PROMPT: Find the word "solid" in the material below and gather every line that contains it.

DATA SHOWN:

◇ ◇ ◇ ◇ ◇ ◇ ◇

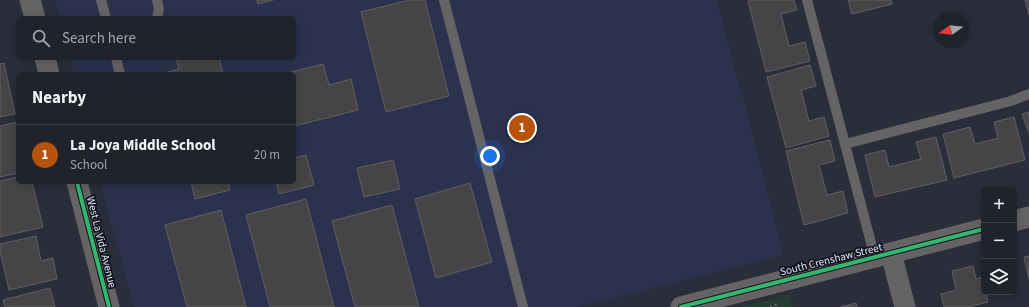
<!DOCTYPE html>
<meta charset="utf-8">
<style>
:root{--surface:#20222c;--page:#2d2f38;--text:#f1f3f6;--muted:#a2a4a9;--line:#3d3f48;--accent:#b45309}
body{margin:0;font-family:"Source Sans 3",sans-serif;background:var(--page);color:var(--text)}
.controls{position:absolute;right:12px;bottom:12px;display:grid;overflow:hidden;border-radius:6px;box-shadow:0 2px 10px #0003}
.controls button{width:36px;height:36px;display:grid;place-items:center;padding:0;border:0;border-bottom:1px solid var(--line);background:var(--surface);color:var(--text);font:20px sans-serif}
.compass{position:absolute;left:933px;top:12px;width:36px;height:36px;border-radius:50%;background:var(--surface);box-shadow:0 2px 10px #0003;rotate:256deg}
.you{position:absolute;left:490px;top:156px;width:14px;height:14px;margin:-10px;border:3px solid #fff;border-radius:50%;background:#1a73e8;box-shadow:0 0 0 6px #1a73e833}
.badge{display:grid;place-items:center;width:26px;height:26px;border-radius:50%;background:var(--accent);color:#fff;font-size:13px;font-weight:700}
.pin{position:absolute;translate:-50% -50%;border:2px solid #fff;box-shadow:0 1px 4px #0006}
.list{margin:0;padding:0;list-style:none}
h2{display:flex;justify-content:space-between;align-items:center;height:52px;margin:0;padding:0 16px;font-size:17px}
h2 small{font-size:13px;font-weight:400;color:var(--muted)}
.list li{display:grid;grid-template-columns:26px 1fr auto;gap:12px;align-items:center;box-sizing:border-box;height:60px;padding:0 16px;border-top:1px solid var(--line)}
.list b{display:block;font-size:15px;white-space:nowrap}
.list p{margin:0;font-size:13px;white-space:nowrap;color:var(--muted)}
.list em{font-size:13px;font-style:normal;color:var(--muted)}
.icon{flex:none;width:22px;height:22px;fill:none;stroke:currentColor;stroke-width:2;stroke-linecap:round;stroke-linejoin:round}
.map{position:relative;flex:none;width:1029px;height:307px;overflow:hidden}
.search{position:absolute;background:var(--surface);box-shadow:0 2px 10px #0003;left:16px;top:16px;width:280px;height:44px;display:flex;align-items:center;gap:10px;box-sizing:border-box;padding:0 14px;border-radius:6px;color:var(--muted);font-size:15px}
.panel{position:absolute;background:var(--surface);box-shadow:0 2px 10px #0003;left:16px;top:72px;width:280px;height:112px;border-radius:6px}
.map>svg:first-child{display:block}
.built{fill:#2a324e}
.green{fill:#253e32}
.building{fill:#464447;stroke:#625e61}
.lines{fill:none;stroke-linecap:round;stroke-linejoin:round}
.path{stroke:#67666b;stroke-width:2.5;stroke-dasharray:2 3;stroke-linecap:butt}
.service{stroke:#666364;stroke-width:10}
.minor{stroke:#666364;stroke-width:21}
.cycleway-casing{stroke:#10141e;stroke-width:6}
.cycleway{stroke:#33b770;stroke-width:4}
.labels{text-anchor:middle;stroke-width:3.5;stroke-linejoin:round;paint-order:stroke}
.street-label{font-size:11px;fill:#e0e5f5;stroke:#10141e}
</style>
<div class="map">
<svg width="1029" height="307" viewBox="0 0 1029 307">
<rect width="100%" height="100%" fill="#2a2e3b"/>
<!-- built -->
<path class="built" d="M55,0H717L784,255L579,307H133L101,182H294V74H74L70,58H294V18H60Z"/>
<!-- green -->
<path class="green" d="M790,294L793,307H740Z"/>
<!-- building -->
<path class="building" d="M257,0H273L258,4Z
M410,0H425L449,96L386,112L361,12Z
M752,0H794L797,10L781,14L789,46L805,42L810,61L766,72L748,1Z
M848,0H891L892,4L852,14Z
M1025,0H1029V15Z
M176,58H219L223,74H164V73L179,69Z
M4,63L15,114L0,117V64Z
M323,64L329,85L351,79L358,110L294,126V74H283Z
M810,65L816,86L801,90L809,121L824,117L829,136L786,148L767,77Z
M1029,112V133L1022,114Z
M1014,117L1025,160L954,178L943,134L970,127L975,144L998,138L994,122Z
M18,122V173L0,177V126Z
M936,137L947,180L875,197L865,155L885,150L889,167L921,159L916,142Z
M830,140L835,161L819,165L827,195L843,191L848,213L804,225L786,151Z
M306,155L314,185L279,194L276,182H294V158Z
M393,160L400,189L364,197L357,168Z
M18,177V182H32L43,227L0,237V181Z
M191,182H228L230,190L195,199Z
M470,183L492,262L436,278L415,199Z
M306,199L334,307H270L246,215Z
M392,205L419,307H355L332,221Z
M221,210L246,307H187L165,225Z
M36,236L41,261L53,258L57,279L9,290L0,251V244Z
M1029,256V279L1024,257Z
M973,266L976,279L982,277L984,285V292H986L988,302L968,307H944L941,294L956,290L952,271Z
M50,288L55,307H5L3,300Z
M856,303L857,307H840Z"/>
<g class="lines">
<!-- path -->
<path class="path" d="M770,307L779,304"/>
<!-- service -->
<path class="service" d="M101,0L106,18
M157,0L159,9L157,18
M444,0L523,307
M807,0L875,258
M116,58L120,74
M845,144L1011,101L1029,94"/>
<!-- minor -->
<path class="minor" d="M30,0L35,18
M45,58L49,74
M77,182L109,307
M1014,221L1029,217
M891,253L905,307
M681,307L984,229"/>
<defs>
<path id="cycleway" d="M77,182L109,307
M681,307L984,229"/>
</defs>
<!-- cycleway casing -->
<use href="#cycleway" class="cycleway-casing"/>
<!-- cycleway -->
<use href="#cycleway" class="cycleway"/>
</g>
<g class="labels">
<!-- street labels -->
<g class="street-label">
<text transform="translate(102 242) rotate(76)" y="4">West La Vida Avenue</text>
<text transform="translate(831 259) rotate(-14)" y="4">South Crenshaw Street</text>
</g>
</g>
</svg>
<div class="controls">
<button>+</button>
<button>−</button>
<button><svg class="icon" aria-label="layers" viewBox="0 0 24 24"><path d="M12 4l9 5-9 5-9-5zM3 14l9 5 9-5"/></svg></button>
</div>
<svg class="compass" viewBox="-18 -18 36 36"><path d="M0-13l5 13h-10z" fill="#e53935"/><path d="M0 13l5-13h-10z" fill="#a2a4a9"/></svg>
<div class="you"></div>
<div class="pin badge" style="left:522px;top:128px">1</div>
<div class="search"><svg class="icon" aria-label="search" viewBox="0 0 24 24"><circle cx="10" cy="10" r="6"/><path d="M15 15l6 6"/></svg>Search here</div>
<section class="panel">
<h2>Nearby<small></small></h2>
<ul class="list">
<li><span class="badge">1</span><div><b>La Joya Middle School</b><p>School</p></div><em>20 m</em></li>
</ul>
</section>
</div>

◇ ◇ ◇ ◇ ◇ ◇ ◇

EXERCISE ANSWER:
.controls button{width:36px;height:36px;display:grid;place-items:center;padding:0;border:0;border-bottom:1px solid var(--line);background:var(--surface);color:var(--text);font:20px sans-serif}
.you{position:absolute;left:490px;top:156px;width:14px;height:14px;margin:-10px;border:3px solid #fff;border-radius:50%;background:#1a73e8;box-shadow:0 0 0 6px #1a73e833}
.pin{position:absolute;translate:-50% -50%;border:2px solid #fff;box-shadow:0 1px 4px #0006}
.list li{display:grid;grid-template-columns:26px 1fr auto;gap:12px;align-items:center;box-sizing:border-box;height:60px;padding:0 16px;border-top:1px solid var(--line)}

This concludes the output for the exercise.